Lon Hohberger lhh at redhat.com
Thu Nov 5 20:07:38 UTC 2009


On Thu, 2009-11-05 at 10:12 +0100, Alain RICHARD wrote:

> I am currently testing this version of vm.sh that is handling xmlfile
> and path differently :

Right.

> - if use_virth=0, use xm as before
> - if path and xmlfile, ignore path and issue a warning (you should use
> xmlfile)
> - if xmlfile only, use it
> - if path, search for a file name under path or name.xml under path
> and set xmfile to this file

1. If you set 'xmlfile' and 'path', the RA should produce a warning.

2. If you set 'path', it does a search when using 'virsh' for the right
file and sets 'xmlfile' to it (since xmlfile handling was already
written).


> in the case of virsh, creation is handled using 'virsh create xmlfile'
> if xmlfile is not empty, or 'virsh create name' if there is no
> xmlfile/path configured.

The 'xmlfile' patch always has worked this way; the 'path' patch just
searches the path attribute for config files.
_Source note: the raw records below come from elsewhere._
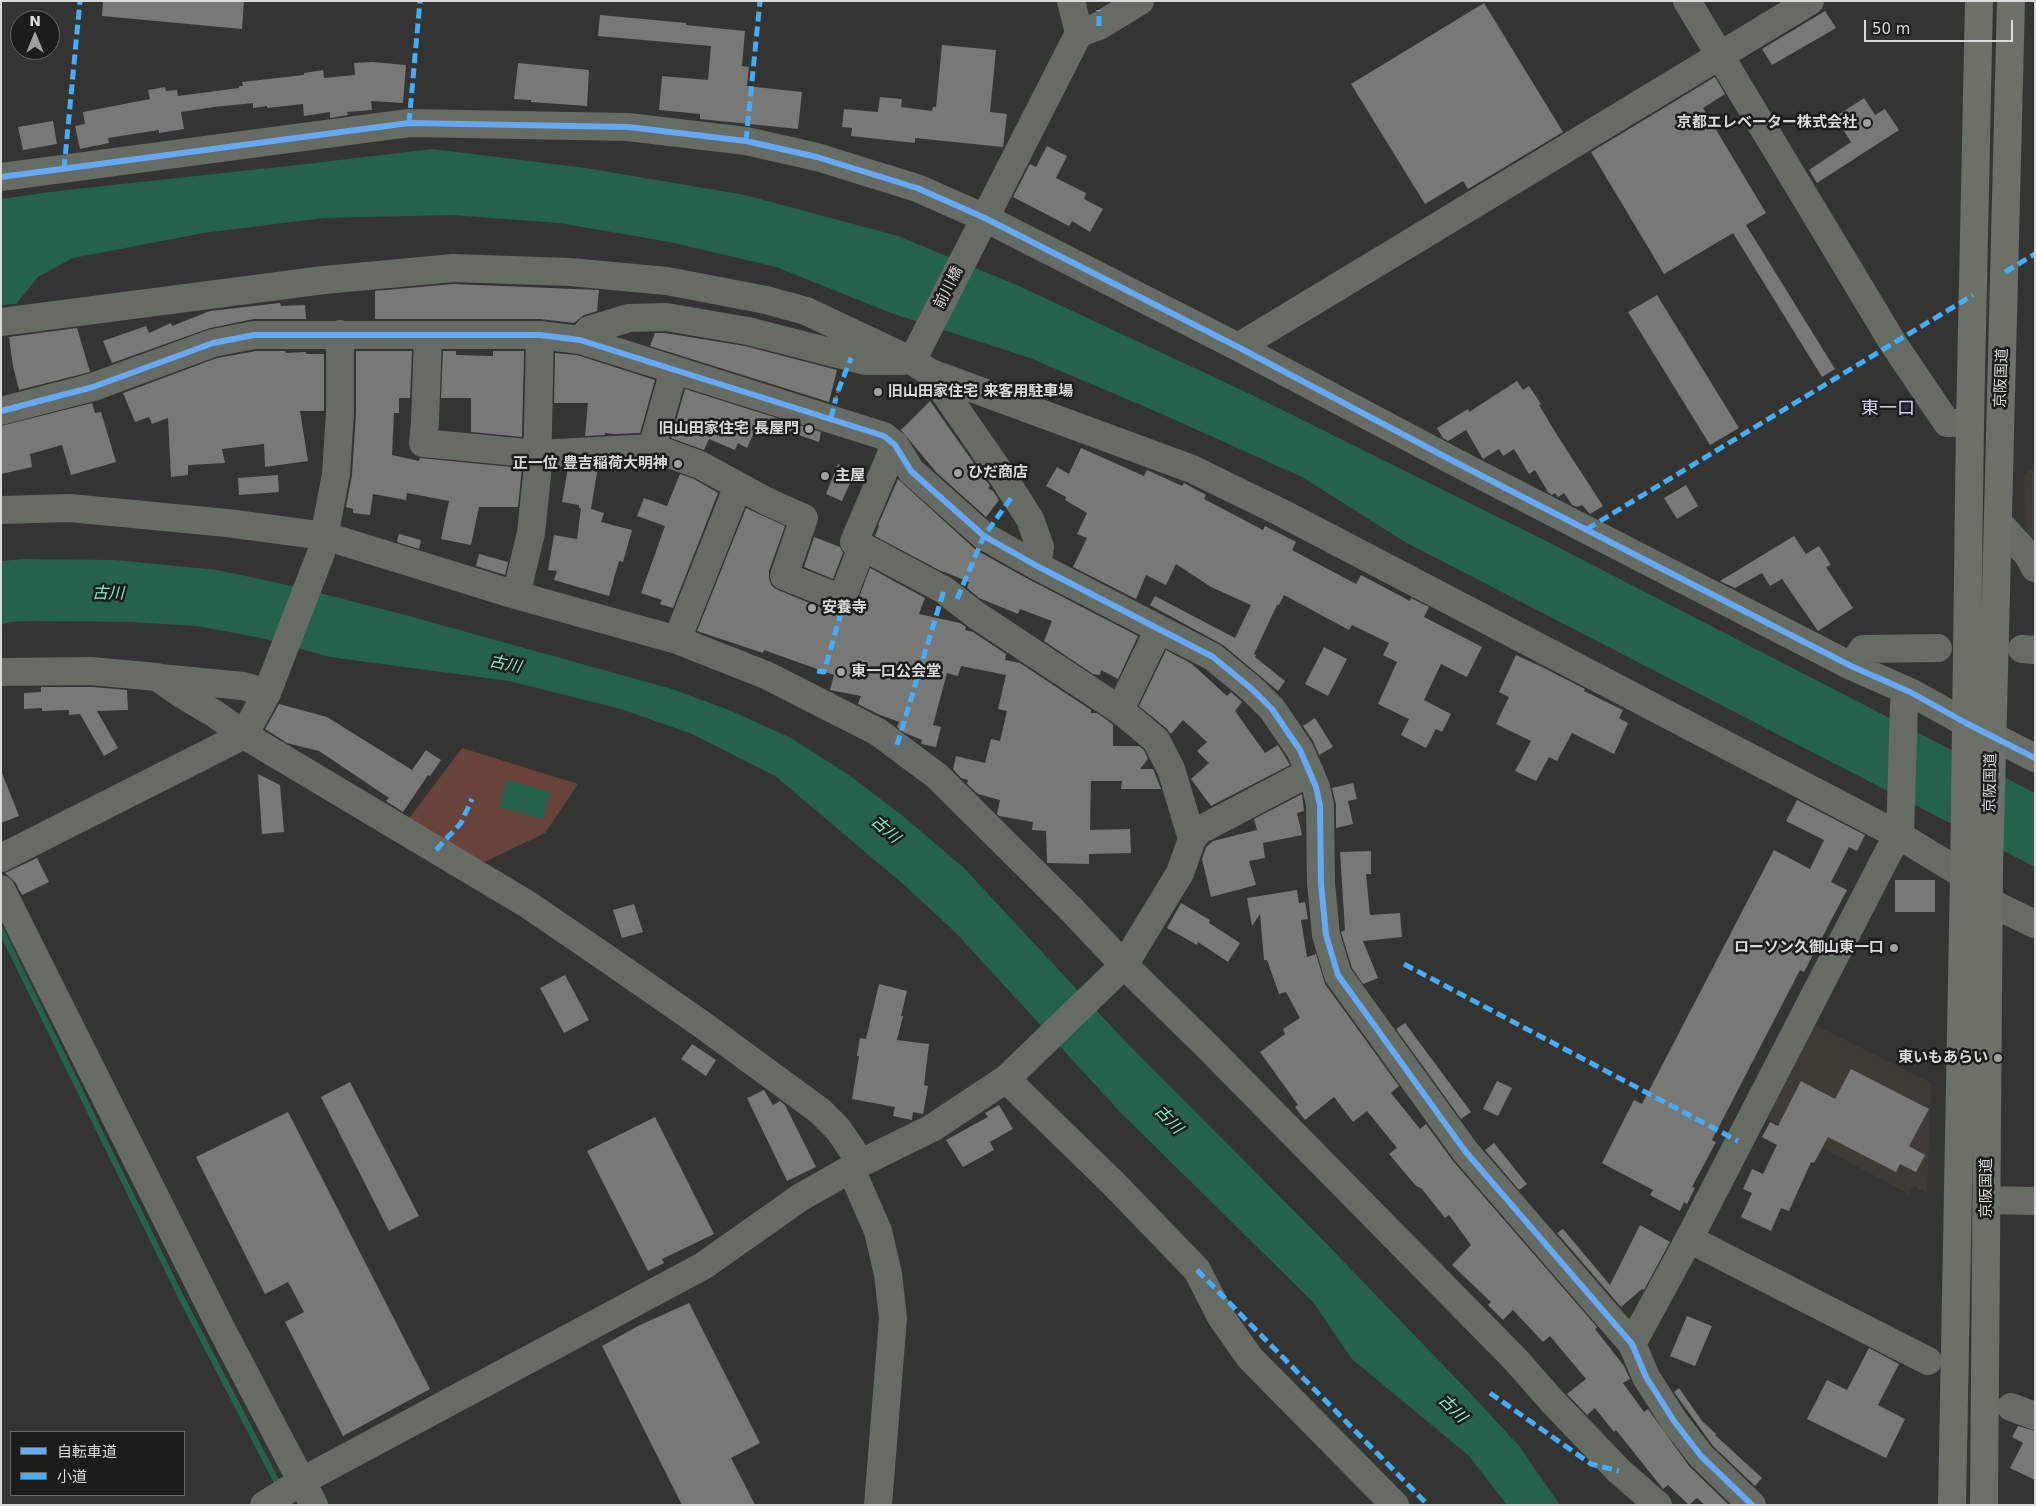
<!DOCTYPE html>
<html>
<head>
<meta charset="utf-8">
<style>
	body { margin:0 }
	#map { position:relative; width:2036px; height:1506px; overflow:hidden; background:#343433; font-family:"DejaVu Sans","Noto Sans JP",sans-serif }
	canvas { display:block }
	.frame { position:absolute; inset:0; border:2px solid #dadad8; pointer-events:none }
	.legend { position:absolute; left:10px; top:1431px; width:175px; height:65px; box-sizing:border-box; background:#1c1c1b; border:1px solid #686867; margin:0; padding:6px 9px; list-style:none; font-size:15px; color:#dadad8 }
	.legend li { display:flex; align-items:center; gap:10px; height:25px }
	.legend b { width:25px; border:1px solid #686867 }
	.north { position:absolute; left:10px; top:10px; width:50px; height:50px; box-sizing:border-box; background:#1c1c1b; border:1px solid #686867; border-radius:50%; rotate:0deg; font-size:14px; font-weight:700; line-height:20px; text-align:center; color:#dadad8 }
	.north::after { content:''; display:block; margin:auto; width:18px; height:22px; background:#a0a09e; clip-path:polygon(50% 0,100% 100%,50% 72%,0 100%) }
	.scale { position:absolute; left:1864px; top:20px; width:149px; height:22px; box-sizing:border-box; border:2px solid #dadad8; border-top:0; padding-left:6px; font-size:15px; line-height:18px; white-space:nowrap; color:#dadad8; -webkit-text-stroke:4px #1c1c1b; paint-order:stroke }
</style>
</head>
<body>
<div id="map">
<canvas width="2036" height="1506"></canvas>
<div class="frame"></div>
<ul class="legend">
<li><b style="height:6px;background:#66a8f1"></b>自転車道</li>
<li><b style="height:6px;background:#46acf6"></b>小道</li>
</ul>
<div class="north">N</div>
<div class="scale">50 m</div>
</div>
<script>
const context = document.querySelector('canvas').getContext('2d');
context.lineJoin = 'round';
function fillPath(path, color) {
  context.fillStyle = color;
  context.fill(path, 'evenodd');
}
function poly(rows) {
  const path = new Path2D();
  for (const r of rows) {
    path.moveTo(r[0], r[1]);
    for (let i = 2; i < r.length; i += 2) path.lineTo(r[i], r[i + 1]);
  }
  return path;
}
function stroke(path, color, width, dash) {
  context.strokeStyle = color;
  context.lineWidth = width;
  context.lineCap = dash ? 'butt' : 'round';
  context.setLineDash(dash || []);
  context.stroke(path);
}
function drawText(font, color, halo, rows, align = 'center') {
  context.font = font + ' "DejaVu Sans","Noto Sans JP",sans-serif';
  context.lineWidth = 5;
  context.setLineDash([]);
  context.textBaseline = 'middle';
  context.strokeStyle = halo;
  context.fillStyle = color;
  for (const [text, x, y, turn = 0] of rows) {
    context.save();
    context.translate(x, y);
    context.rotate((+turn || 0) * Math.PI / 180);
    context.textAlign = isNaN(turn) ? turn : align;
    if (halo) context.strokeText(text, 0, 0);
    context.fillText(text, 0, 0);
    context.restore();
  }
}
const built = poly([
	[2035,467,2035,552,2025,527,2024,474],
	[1809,1022,1931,1083,1927,1193,1914,1186,1909,1194,1760,1115]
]);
const green = poly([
	[462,748,578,784,545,833,474,867,408,820]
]);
const water = poly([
	[432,149,586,168,745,195,898,236,1019,286,1252,395,1550,543,2035,793,2035,867,1405,542,1302,477,1155,411,1030,358,891,313,776,267,670,242,559,223,452,215,324,218,203,233,73,258,38,277,16,304,1,305,1,199,58,191,306,164],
	[23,559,115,560,217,570,292,586,398,613,672,689,729,710,791,738,849,775,904,817,963,867,1123,1039,1318,1235,1471,1394,1519,1446,1560,1505,1507,1505,1469,1456,1352,1359,1313,1302,1120,1112,957,934,902,883,775,776,692,734,621,709,509,681,330,657,261,638,197,626,130,622,29,621,11,622,1,625,1,561],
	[507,780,550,792,543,819,499,807]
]);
const stream = poly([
	[1,930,181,1297,280,1488]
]);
const building = poly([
	[103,1,244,1,242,29,102,16],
	[1484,3,1563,132,1468,189,1463,181,1425,204,1351,84],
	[1825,11,1836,28,1772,65,1762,49],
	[600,15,686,23,686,25,745,31,742,66,749,67,747,86,802,92,798,129,700,119,700,114,659,110,662,76,708,80,711,46,598,36],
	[942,45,996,50,990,112,1007,114,1003,147,915,138,915,143,851,136,852,128,842,127,844,109,878,112,880,97,902,99,901,107,932,111,933,107,936,107],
	[372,62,406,65,403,103,371,101,372,110,347,112,348,115,330,118,330,112,304,116,303,104,267,108,267,106,253,108,253,103,214,107,181,112,184,129,159,133,159,130,108,138,109,143,80,149,75,126,85,124,83,112,150,99,148,90,165,87,166,91,177,90,178,96,239,88,239,86,243,86,242,82,304,75,304,73,323,70,324,78,355,75,354,63],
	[518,63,589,70,587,106,531,102,531,100,514,99],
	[1715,77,1725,94,1703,108,1766,213,1746,225,1835,369,1822,377,1733,233,1664,274,1591,152],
	[1864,98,1875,115,1885,109,1899,130,1817,183,1809,170,1851,142,1835,117],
	[53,121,57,144,23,150,18,127],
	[1047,146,1067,156,1056,178,1086,193,1084,199,1103,209,1090,232,1072,221,1069,226,1013,197,1030,164,1036,167],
	[453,284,599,290,597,311,584,315,574,323,540,319,375,319,375,291],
	[1657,295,1739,428,1710,445,1628,312],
	[280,303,281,306,305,305,306,319,254,319,210,328,112,363,103,341,146,326,149,333,171,323,172,326,210,311],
	[77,328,90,372,19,390,13,366,9,337],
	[655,333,665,333,745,346,837,370,829,402,650,346],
	[256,351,285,351,286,353,306,352,306,354,324,354,324,411,300,411,308,461,265,467,264,444,222,449,225,463,188,465,188,475,171,477,168,418,152,424,149,417,135,422,123,393,217,358],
	[356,351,412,351,410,398,399,398,399,413,394,413,392,455,419,461,420,458,522,468,518,507,479,507,471,545,441,539,449,501,407,493,406,500,373,494,370,515,353,513,353,509,346,507,352,475,356,413],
	[443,351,456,351,456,355,493,356,493,351,524,351,522,437,471,432,471,398,441,398],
	[555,353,577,355,655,380,640,433,614,434,605,433,605,435,585,436,588,403,554,403],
	[1517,381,1523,390,1529,386,1541,404,1539,405,1557,435,1603,506,1590,514,1582,505,1577,507,1572,505,1564,493,1558,497,1555,493,1552,495,1548,492,1535,470,1529,474,1514,449,1503,456,1499,449,1483,459,1466,430,1448,441,1443,438,1437,428,1468,409,1469,412],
	[685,389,821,432,819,442,759,421,747,448,738,443,735,450,709,439,704,450,671,438],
	[930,401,990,486,988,488,993,491,999,500,986,517,936,472,901,430],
	[92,403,95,413,101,412,116,462,71,475,62,445,30,454,32,467,1,474,1,426],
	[1081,448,1144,476,1147,470,1182,486,1184,483,1206,495,1204,499,1263,530,1265,526,1296,542,1292,550,1356,584,1361,575,1410,601,1411,598,1429,607,1424,617,1482,647,1467,677,1441,664,1424,700,1451,714,1442,732,1436,729,1426,748,1401,735,1409,719,1378,704,1397,662,1383,655,1389,643,1352,625,1349,630,1284,595,1279,605,1277,605,1254,654,1256,655,1255,657,1285,681,1278,691,1223,645,1150,605,1155,596,1235,638,1251,605,1211,587,1176,564,1166,585,1146,575,1136,599,1073,567,1087,538,1077,534,1087,513,1065,500,1066,497,1046,486,1057,467,1069,474],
	[838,464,855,472,842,501,826,494],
	[598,466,591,509,604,513,601,522,632,530,623,562,619,561,609,596,554,580,557,571,548,570,554,535,577,539,581,508,579,508,579,505,562,502,568,468],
	[680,474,694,479,718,493,673,608,660,604,662,600,641,593,665,526,637,516,644,498,667,506],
	[278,475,279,492,239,495,238,478],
	[898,479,976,550,1030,580,1138,636,1118,679,1101,670,1100,675,1093,674,1044,641,1052,621,1020,609,1018,614,979,598,967,588,969,582,939,570,875,536,879,526,878,525],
	[1686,485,1698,506,1677,519,1664,498],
	[746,508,785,526,769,571,769,579,772,586,778,590,836,614,845,614,851,611,856,605,870,568,925,598,919,614,960,623,966,627,965,630,973,632,1006,654,1005,660,1020,663,1091,710,1091,713,1097,713,1111,723,1113,725,1113,746,1139,746,1144,750,1148,759,1140,769,1153,769,1161,789,1121,789,1122,781,1091,781,1090,830,1130,829,1131,853,1089,854,1089,864,1047,863,1046,831,1032,830,1033,822,999,816,997,814,1000,800,978,794,967,784,968,780,961,778,953,769,956,756,985,763,991,739,1000,741,1007,711,998,709,1006,675,961,666,958,676,947,673,933,725,941,727,936,747,921,744,922,740,905,733,897,727,899,722,878,714,858,704,861,696,830,690,834,675,764,650,763,653,697,631],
	[399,534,421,540,419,549,397,542],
	[1794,536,1806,554,1819,546,1831,565,1826,567,1853,608,1818,631,1782,579,1770,586,1762,573,1735,588,1720,581],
	[814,537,840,547,843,553,833,579,804,567],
	[479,554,508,562,505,575,476,566],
	[1324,647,1347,659,1328,696,1305,684],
	[1166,650,1192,664,1227,696,1231,692,1242,702,1235,711,1265,753,1278,745,1290,765,1211,806,1191,779,1209,763,1197,751,1207,742,1183,720,1171,734,1166,728,1139,706],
	[1516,655,1544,668,1585,689,1584,691,1623,710,1619,718,1628,723,1614,754,1572,733,1557,761,1549,757,1536,781,1515,771,1531,741,1496,724,1509,697,1499,692],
	[41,687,93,687,127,690,128,710,97,711,118,748,104,756,80,714,69,715,69,710,42,711,42,708,24,709,24,693,41,692],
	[279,704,327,717,412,770,426,750,441,760,430,776,428,775,403,812,386,801,389,798,319,751,287,743,265,729],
	[1315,718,1333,747,1319,755,1313,741,1303,726],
	[2,773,19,816,1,823,1,774],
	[258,774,280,785,284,832,262,834],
	[1353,783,1357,799,1348,801,1353,824,1336,828,1336,805,1332,788],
	[1302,794,1304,811,1297,813,1302,835,1263,843,1265,858,1249,861,1256,885,1211,897,1202,859,1206,847,1213,841,1257,830,1254,819],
	[1797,800,1865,835,1857,851,1849,847,1831,882,1847,890,1804,972,1800,970,1712,1140,1716,1142,1692,1187,1695,1188,1687,1204,1684,1202,1680,1211,1650,1195,1653,1190,1602,1163,1634,1100,1642,1104,1774,850,1810,869,1824,840,1786,821],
	[1371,851,1371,874,1366,874,1370,915,1400,913,1402,937,1363,941,1378,978,1363,984,1352,968,1341,932,1345,930,1340,852],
	[37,858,49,882,22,895,15,882,5,873],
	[1895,880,1935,880,1935,912,1895,912],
	[1297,890,1299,903,1305,902,1308,919,1301,920,1307,957,1316,954,1325,984,1399,1086,1391,1093,1420,1129,1426,1124,1453,1161,1597,1327,1595,1329,1624,1366,1630,1379,1623,1383,1644,1412,1648,1409,1689,1466,1729,1505,1705,1505,1697,1498,1689,1505,1668,1485,1663,1489,1616,1430,1614,1432,1595,1408,1587,1415,1567,1394,1586,1379,1550,1336,1543,1342,1513,1310,1503,1320,1488,1305,1491,1302,1452,1265,1471,1245,1449,1215,1445,1218,1422,1189,1415,1185,1389,1154,1397,1148,1367,1111,1353,1122,1334,1097,1305,1120,1295,1107,1298,1105,1260,1052,1285,1034,1283,1029,1300,1018,1286,992,1279,994,1267,960,1264,960,1260,914,1252,926,1247,898],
	[1181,903,1210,920,1209,923,1240,943,1228,962,1198,942,1197,945,1167,928],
	[634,904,643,932,622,938,613,910],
	[565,975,589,1020,564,1033,540,988],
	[879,984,907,991,901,1016,903,1016,897,1040,929,1044,924,1085,928,1086,923,1114,913,1112,912,1120,893,1116,895,1107,852,1099,859,1056,857,1056,860,1038,866,1039],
	[1405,1023,1471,1112,1461,1119,1396,1029],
	[692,1044,716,1060,706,1076,681,1059],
	[1851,1069,1929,1109,1909,1146,1925,1155,1916,1172,1900,1164,1896,1172,1828,1137,1814,1163,1811,1162,1789,1211,1781,1208,1771,1231,1741,1217,1752,1193,1743,1189,1752,1169,1763,1174,1777,1145,1762,1137,1770,1122,1778,1126,1801,1081,1835,1099],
	[1497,1081,1512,1088,1498,1116,1483,1109],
	[350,1082,419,1216,389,1231,321,1097],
	[764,1090,773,1105,780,1101,785,1105,816,1167,787,1181,747,1098],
	[999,1105,1013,1129,990,1142,994,1150,963,1167,946,1140,988,1117,985,1113],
	[288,1112,430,1389,343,1436,285,1322,304,1312,288,1282,265,1294,196,1157],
	[655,1117,714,1234,662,1259,664,1263,648,1271,587,1151],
	[1494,1143,1527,1184,1519,1190,1485,1150],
	[1640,1225,1670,1242,1644,1290,1642,1289,1621,1307,1557,1233,1563,1229,1610,1285],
	[689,1303,760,1443,731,1458,755,1505,682,1505,602,1346,638,1326],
	[1687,1316,1712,1326,1695,1366,1670,1356],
	[1869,1348,1899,1364,1878,1405,1905,1419,1886,1458,1807,1419,1827,1380,1847,1390],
	[1679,1388,1702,1421,1716,1434,1715,1435,1762,1478,1755,1486,1713,1446,1674,1392],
	[2018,1426,2035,1431,2035,1480,2010,1468,2023,1443,2012,1437]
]);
const path = poly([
	[836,398,838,391]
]);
const minor = poly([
	[1687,1,1893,343,1947,423,1970,423],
	[1079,33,1099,26,1140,1],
	[1,177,409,123,628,127,746,141,817,157,917,188,985,218,1238,347,1453,461,1851,666,1910,692,1966,723,2035,758],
	[1,322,324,280,453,268,570,272,667,281,766,300,806,311,912,361,931,373,1192,469,1284,514,1900,836,1964,875,1989,902,2035,924],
	[428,335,425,422,423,443,538,454,652,448,659,450,700,465,768,502,804,518,784,576,842,599,862,547],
	[580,340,589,330,629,318,666,317,748,331,865,361,903,361],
	[1238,347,1810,1],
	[912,361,1079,33,1071,1],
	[931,373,1003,477,1030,519,1040,547,1037,566],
	[1,411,93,387,213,343,254,335,540,335,580,340,884,436,895,445,911,471,984,536,1037,566,1213,657,1253,690,1272,709,1300,750,1316,787,1320,805,1321,883,1326,935,1338,975,1465,1151,1632,1344,1646,1377,1674,1421,1701,1456,1752,1505],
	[652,448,674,370],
	[1,510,70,508,227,523,325,536,516,595,677,640,766,675,878,732,937,776,1070,908,1124,965,1206,1045,1515,1359,1552,1401,1619,1471,1658,1505],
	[1998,522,2028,555,2035,568],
	[516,595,531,533,537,475,540,335],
	[677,640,738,486],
	[2022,649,2035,650],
	[1851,666,1863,649,1938,648],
	[1,672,91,671,157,677,183,695,215,714,244,735,527,904,596,951,700,1023,820,1111,838,1129,861,1163],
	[160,678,243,686,267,693],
	[1120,710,1159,629],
	[1192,839,1200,830,1310,772],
	[1,858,244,735,267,693,321,553,336,474,340,412,340,334],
	[1,889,221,1328,314,1505],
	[1006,1079,1113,1183,1197,1270,1221,1317,1250,1358,1395,1505],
	[851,1169,878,1231,888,1274,893,1318,878,1505],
	[1987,1200,2035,1201],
	[1689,1239,1928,1361],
	[1632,1344,1689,1239,1889,851,1900,836,1904,703,1910,692],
	[2011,1407,2035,1416],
	[264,1505,302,1481,703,1266,801,1197,861,1163,932,1128,1006,1079,1124,965,1180,873,1192,839,1171,769,1156,740,1120,710,976,615,944,590,854,542,895,445]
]);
const highway = poly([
	[1952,1505,1964,875,1970,423,1979,1],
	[1984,1505,1989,869,2011,1]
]);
const quiet = poly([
	[1099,26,1099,10],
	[409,123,420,1],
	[746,141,760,1],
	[64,169,80,1],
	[2005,272,2035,254],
	[838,391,851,358],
	[831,418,836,398],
	[1587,529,1973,295],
	[957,599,984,536,1014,494],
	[817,671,824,672,844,602,842,599],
	[897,745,944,590],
	[436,850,461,823,472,799],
	[1404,964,1738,1141],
	[1197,1270,1428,1505],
	[1490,1393,1591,1464,1619,1471]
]);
const cycleway = poly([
	[1,177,409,123,628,127,746,141,817,157,917,188,985,218,1238,347,1453,461,1851,666,1910,692,1966,723,2035,758],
	[1,411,93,387,213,343,254,335,540,335,580,340,884,436,895,445,911,471,984,536,1037,566,1213,657,1253,690,1272,709,1300,750,1316,787,1320,805,1321,883,1326,935,1338,975,1465,1151,1632,1344,1646,1377,1674,1421,1701,1456,1752,1505]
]);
const markers = [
	[1867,123,5,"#a0a09e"],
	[878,392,5,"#a0a09e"],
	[809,429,5,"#a0a09e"],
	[678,464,5,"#a0a09e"],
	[958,473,5,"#a0a09e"],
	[825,476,5,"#a0a09e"],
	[812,608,5,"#a0a09e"],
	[841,672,5,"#a0a09e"],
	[1894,948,5,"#a0a09e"],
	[1998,1058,5,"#a0a09e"]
];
const poiNames = [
	["京都エレベーター株式会社",1857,123],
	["旧山田家住宅 来客用駐車場",888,392,"left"],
	["旧山田家住宅 長屋門",799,429],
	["正一位 豊吉稲荷大明神",668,464],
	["ひだ商店",968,473,"left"],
	["主屋",835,476,"left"],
	["安養寺",822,608,"left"],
	["東一口公会堂",851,672,"left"],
	["ローソン久御山東一口",1884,948],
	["東いもあらい",1988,1058]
];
const streetNames = [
	["前川橋",949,288,-63],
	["京阪国道",2002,378,-88],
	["京阪国道",1991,783,-89],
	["京阪国道",1987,1188,-90]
];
const waterNames = [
	["古川",108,594,1],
	["古川",505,665,12],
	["古川",885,830,42],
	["古川",1168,1120,46],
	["古川",1452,1409,45]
];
const quarterNames = [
	["東一口",1888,409]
];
fillPath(built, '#3e3c35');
fillPath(green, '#68433a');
fillPath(water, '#24624b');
stroke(stream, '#24624b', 6);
fillPath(building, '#787877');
stroke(path, '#686a65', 3, [2.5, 2.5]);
stroke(minor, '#666b63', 28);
stroke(highway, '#6b7167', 28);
stroke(quiet, '#46acf6', 5, [10, 5]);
stroke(cycleway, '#66a8f1', 6);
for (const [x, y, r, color] of markers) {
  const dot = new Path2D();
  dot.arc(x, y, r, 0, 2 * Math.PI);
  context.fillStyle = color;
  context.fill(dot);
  stroke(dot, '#1c1c1b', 2);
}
drawText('bold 15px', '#dadad8', '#1c1c1b', poiNames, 'right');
drawText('15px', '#dadad8', '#1c1c1b', streetNames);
drawText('italic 16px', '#7cf5c5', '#1c1c1b', waterNames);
drawText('18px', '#d8cefa', '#1c1c1b', quarterNames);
</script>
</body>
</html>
> The effect of this is that the config file must be :
> 
> 
> - an xml file, with or without .xml extension, if xmlfile or path
> attribute is set
> - else, a classic xen config file under /etc/xen

> In order to stay compatible with current rgmanager configuration, we
> must ensure that use_virsh is set to 0 for vm that use classical xen
> conf files and path directive, else the vm fails to lauch because
> virsh create is not able to handle xen config file and virsh start,
> that is able to handle xen conf files, is not able to get the file
> from an other location than /etc/xen.

Right, good point.

We can run the conf file through xmllint, and if it fails, assume it's
'xen', and revert to 'xm' during the search process.  Libvirt
description files are all XML.

Furthermore, if you set 'use_virsh' to '1' explicitly, the resource
agent needs to return an error if the config file does not pass this XML
test.

I do not want the agent to parse individual files in order to allow a
user to have say /mnt/tmp/foo.xml with "<name>bar</name>" for the
virtual machine.


> An other point is that if libvirtd is not running, the status returned
> by this vm.sh for a vm is always "indeterminate", so I have to launch
> it and to disable the default libvirt network because I really don't
> need it.

Ok.

> The last problem so far is that clusvcadm -M always end-up with an
> error although the migration is working correctly :

What version of libvirt do you have?